Questo aspetto è disciplinato dal Codice della strada, ma poi ci hanno pensato le sentenze della Corte di Cassazione, su ricorso di una delle parti, a fissare altri punti fermi in materia. Vogliamo allora capire se le multe auto arrivate dopo 90 giorni si devono pagare o non sono valide.

In buona sostanza, come deve comportarsi il proprietario dell'auto quando gli viene recapitata la ben nota busta verde contenente la descrizione dell'infrazione contestata e il bollettino per effettuare il pagamento? Meglio ancora, cosa fare se - dopo aver letto la data in cui sarebbe stata commessa l'infrazione - sono trascorsi oltre 90 giorni? Il riferimento temporale non è casuale perché è quello indicato dalla legge per la validità della multa.

La questione si è però arricchita di nuove precisazioni dei giudici della Cassazione. Ricordiamo che sono autorizzati a fare le multe ausiliari del traffico, guardia di finanza, polizia penitenziaria, carabinieri, corpo forestale dello Stato, polizia di Stato, funzionari del Ministero dell’Interno addetti al servizio di polizia stradale, polizia provinciale, polizia stradale, vigili urbani.

Non tutti possono però comportarsi allo stesso modo ovvero possono elevare contravvenzioni per ogni tipo di reato stradale. Ma vediamo nei dettagli le novità in materia e più precisamente analizziamo

  • Si devono pagare multe auto dopo 90 giorni
  • Ultime sentenze Cassazione su multe auto

Si devono pagare multe auto dopo 90 giorni

Se la multa viene recapitata dopo 90 giorni è nulla. Si tratta di una regola che non ammette eccezioni ma che prevede una importante particolarità. Conta la data di spedizione della multa e non quella di consegna, a meno che non sia sta recapitata in mano.

L'annullamento non è però automatico, ma occorre fare ricorso al prefetto entro 60 giorni o al giudice di pace entro 30 giorni. Nel primo caso non ci sono spese da sostenere e il ricorrente può richiedere di essere sentito sulla violazione contestata.

L'automobilista deve presentare la copia o l'originale del verbale, la copia della documentazione che attesa l'estraneità del veicolo all'infrazione rilevata, la richiesta di annullamento firmata dall'intestatario del verbale, la copia del documento di identità dell'intestatario del verbale. Il prefetto decide entro 180 giorni se il ricorso è stato presentato al comando accertatore ed entro 210 giorni se è stato presentato direttamente a lui.

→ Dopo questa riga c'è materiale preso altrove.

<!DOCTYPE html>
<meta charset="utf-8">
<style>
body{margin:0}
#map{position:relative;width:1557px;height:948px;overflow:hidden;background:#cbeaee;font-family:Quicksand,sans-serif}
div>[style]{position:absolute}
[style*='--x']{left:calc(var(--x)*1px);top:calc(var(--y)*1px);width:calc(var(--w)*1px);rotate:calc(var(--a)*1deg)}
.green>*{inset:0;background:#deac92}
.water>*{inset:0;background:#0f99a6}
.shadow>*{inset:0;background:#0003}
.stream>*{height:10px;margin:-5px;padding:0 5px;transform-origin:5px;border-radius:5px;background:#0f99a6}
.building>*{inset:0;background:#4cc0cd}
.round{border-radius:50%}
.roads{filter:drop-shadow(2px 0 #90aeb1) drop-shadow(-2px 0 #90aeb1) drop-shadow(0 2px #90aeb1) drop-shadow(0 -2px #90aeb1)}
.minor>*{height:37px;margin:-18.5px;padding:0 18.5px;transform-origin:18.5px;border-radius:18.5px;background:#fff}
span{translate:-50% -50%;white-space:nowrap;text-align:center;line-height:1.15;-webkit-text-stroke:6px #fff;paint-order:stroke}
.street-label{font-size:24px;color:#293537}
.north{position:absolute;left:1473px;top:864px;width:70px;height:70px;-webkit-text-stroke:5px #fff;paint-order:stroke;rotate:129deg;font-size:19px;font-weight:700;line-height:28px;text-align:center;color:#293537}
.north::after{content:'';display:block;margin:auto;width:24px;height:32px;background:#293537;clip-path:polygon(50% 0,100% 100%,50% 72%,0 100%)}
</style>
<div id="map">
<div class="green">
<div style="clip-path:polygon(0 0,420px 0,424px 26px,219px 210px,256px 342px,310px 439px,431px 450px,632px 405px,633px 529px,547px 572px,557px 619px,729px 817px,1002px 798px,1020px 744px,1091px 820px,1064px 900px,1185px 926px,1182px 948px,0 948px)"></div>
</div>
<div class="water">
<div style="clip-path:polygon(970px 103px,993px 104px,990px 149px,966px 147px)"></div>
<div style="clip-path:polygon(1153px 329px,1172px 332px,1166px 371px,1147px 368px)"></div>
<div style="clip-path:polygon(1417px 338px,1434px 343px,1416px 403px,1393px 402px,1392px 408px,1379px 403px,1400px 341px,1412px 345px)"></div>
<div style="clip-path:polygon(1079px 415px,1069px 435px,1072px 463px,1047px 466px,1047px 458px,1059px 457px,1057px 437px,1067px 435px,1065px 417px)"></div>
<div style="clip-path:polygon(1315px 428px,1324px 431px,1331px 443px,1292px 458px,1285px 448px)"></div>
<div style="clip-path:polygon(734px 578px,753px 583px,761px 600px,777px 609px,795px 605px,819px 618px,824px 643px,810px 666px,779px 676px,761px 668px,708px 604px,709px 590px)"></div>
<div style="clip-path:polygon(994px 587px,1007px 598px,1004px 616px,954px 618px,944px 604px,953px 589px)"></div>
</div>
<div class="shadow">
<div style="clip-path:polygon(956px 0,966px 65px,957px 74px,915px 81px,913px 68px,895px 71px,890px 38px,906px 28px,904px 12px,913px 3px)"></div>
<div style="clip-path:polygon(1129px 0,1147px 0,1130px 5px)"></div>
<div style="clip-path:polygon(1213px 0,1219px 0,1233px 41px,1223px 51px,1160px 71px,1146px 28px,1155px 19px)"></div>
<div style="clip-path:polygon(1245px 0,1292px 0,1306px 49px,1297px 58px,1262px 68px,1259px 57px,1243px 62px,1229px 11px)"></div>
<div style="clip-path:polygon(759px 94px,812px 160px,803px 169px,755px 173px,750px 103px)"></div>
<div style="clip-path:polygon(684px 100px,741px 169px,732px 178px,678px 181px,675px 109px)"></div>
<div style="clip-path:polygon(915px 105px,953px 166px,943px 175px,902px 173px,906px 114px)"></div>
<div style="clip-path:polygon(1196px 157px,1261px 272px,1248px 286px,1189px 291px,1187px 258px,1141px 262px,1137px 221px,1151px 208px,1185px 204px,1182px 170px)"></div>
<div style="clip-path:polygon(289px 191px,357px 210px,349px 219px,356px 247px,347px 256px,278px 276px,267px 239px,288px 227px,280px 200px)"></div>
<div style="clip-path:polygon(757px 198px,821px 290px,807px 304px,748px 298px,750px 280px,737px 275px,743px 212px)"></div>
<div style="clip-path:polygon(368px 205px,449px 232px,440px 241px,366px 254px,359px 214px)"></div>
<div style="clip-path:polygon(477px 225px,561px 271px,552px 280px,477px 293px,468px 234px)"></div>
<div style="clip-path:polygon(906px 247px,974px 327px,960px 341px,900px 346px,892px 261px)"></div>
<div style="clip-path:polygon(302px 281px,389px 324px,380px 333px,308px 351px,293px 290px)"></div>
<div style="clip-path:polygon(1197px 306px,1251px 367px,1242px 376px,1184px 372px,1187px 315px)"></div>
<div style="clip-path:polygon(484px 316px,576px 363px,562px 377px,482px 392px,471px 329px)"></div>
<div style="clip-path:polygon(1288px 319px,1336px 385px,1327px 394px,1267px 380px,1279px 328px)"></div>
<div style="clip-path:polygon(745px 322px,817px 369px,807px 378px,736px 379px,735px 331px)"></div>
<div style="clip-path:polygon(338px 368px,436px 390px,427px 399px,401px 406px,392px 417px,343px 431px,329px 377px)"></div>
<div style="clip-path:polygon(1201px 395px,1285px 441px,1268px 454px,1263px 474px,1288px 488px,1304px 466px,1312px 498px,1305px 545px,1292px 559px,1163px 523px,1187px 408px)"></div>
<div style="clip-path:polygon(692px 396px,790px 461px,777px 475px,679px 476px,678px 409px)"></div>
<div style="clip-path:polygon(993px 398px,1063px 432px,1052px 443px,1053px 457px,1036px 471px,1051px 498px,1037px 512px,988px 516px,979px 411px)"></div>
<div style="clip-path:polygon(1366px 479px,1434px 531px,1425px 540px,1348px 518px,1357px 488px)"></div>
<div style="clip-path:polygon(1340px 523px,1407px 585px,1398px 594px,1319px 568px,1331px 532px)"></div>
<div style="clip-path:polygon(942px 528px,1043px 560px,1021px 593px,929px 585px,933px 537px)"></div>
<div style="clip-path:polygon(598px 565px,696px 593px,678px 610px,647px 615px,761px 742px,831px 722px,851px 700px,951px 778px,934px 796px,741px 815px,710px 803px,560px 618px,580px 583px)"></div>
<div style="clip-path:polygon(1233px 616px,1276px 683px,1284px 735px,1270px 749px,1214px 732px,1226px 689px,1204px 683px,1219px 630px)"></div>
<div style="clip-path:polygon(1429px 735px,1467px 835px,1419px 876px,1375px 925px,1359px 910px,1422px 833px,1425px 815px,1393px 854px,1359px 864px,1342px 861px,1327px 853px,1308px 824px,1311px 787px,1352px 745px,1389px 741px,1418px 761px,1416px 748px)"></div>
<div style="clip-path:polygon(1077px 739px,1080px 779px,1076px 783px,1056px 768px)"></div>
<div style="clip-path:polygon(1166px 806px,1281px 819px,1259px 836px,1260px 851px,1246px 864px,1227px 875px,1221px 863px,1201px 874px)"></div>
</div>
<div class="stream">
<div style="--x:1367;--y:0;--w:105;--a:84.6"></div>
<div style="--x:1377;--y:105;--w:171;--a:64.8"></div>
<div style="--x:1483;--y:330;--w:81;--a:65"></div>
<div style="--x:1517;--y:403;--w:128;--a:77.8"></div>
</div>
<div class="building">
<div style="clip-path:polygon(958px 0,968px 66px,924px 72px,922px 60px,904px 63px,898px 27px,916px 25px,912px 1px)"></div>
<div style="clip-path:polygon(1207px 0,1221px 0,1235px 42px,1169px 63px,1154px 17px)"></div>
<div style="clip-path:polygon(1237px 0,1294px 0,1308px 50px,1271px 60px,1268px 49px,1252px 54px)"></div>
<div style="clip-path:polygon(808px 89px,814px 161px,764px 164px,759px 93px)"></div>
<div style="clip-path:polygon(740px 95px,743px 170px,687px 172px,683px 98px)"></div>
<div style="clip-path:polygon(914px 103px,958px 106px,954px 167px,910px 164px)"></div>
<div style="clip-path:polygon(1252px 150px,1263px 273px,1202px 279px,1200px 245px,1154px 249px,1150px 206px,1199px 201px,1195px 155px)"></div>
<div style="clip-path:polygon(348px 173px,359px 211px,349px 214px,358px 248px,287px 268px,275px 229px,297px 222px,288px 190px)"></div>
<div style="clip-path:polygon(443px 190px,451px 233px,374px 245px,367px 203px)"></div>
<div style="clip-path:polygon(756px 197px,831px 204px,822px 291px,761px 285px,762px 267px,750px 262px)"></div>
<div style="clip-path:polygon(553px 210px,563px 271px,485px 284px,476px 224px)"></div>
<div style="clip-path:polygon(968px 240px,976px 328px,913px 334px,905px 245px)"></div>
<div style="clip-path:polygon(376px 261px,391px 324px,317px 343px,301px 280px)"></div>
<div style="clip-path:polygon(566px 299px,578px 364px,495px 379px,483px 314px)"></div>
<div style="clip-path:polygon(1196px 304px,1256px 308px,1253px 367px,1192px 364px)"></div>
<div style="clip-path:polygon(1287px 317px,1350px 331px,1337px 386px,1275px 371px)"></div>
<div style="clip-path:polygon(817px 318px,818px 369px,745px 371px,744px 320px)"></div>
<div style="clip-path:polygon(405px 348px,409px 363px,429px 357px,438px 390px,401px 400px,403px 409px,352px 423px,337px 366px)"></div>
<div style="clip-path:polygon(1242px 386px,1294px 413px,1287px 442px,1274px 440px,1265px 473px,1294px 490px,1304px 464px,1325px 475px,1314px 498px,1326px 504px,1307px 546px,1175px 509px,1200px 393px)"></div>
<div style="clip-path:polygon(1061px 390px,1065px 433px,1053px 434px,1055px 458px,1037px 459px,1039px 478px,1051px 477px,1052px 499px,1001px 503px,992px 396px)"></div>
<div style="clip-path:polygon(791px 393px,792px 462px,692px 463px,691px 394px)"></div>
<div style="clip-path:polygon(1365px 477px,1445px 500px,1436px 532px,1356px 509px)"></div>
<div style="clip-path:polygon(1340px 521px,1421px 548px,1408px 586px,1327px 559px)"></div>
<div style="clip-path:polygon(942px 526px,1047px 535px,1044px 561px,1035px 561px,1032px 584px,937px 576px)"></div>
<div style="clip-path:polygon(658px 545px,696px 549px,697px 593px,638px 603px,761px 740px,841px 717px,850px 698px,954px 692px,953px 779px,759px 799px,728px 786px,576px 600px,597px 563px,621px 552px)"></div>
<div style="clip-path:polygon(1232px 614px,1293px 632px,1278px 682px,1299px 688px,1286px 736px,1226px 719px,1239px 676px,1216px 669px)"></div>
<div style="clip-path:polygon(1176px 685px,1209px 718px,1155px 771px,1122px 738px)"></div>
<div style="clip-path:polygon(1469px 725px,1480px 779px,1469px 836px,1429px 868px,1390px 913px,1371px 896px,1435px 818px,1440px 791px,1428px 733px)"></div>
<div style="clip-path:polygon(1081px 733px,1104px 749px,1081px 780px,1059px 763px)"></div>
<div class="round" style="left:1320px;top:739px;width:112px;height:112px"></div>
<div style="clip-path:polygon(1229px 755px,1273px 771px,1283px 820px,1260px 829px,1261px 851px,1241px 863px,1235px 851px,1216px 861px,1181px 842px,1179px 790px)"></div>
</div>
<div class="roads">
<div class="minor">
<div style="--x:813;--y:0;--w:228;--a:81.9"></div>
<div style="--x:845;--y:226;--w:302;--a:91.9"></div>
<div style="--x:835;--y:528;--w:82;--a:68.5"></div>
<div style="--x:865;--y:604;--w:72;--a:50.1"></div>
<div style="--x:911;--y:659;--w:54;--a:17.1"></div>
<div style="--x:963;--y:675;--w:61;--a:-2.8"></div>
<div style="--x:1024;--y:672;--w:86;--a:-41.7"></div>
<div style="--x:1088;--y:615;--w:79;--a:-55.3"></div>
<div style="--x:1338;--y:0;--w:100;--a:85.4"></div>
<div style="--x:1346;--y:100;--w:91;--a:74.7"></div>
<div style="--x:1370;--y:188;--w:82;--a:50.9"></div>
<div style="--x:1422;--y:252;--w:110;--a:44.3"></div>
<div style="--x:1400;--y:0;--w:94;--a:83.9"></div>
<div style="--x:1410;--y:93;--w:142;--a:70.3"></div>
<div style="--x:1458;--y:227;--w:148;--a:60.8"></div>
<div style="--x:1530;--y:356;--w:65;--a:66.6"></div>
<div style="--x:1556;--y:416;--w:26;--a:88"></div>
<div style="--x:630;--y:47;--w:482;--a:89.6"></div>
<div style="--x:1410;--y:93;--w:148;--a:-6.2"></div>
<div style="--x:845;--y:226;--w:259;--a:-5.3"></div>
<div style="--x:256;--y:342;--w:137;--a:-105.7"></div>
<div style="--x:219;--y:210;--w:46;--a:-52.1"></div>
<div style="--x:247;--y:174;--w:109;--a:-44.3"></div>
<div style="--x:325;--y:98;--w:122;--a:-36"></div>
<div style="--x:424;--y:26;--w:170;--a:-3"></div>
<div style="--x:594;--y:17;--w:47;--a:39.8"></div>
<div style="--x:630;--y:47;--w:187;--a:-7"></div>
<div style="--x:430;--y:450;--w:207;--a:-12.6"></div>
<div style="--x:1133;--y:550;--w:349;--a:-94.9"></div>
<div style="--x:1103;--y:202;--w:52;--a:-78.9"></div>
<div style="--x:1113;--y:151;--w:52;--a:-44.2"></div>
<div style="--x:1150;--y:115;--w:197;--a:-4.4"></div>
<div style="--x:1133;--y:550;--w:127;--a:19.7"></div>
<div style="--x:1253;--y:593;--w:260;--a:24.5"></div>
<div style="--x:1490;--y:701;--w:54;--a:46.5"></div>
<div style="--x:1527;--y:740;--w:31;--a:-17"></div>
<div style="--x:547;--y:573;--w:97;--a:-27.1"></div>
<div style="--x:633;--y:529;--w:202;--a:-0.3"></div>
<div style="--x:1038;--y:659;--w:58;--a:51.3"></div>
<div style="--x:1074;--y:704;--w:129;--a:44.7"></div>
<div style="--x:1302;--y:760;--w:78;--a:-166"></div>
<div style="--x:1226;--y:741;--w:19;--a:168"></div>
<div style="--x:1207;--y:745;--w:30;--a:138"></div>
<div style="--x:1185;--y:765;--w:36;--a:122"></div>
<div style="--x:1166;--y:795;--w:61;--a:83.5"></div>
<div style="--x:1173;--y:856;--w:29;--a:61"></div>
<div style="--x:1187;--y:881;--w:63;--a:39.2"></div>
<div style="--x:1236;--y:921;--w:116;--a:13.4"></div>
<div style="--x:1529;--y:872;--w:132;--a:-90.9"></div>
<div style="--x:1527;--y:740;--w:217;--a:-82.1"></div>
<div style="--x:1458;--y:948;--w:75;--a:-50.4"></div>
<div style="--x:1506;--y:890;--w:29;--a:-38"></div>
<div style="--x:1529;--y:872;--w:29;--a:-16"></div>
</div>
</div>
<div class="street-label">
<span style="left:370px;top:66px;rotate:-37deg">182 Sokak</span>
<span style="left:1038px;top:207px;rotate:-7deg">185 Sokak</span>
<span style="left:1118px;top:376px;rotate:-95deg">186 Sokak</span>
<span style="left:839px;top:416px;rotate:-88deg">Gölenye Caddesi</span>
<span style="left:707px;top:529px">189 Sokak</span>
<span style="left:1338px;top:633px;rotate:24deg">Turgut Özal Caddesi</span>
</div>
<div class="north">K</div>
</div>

La seconda possibilità è proporre ricorso al giudice di pace pagando il contributo unificato fino a 43 euro. L'automobilista può chiedere la sospensiva dei termini di versamento ovvero la possibilità di pagare la sanzione originale nel caso in cui venga impugnata l'ordinanza ingiunzione prefettizia.

Il ricorso può essere quindi rigettato con tanto di determinazione dell'importo della sanzione o accolto con annullamento in tutto o in parte del provvedimento.

Contro la decisione, il ricorrente può pagare entro 30 giorni l'importo e chiudere la vicenda oppure proporre appello da presentare al tribunale competente per il luogo di commessa violazione. Contro la sentenza del tribunale può essere proposto ricorso in Cassazione.

Ultime sentenze Cassazione su multe auto

Proprio la Cassazione ha ricordato che nel caso di multa auto, il calcolo dei 90 giorni non avviene dal giorno in cui è stata commessa l'infrazione ma da quello successivo e si conteggiano anche le domeniche e i giorni di festa.

In ogni caso, il proprietario dell'auto può proporre richiesta di annullamento in autotutela al comando che ha elevato la multa nel caso di errore di persona, notifica della multa al vecchio proprietario dell'auto, errata rilevazione della targa dell'auto.

Questa strada viene generalmente seguita se sono scaduti i termini per presentare ricorso al prefetto e al giudice di pace.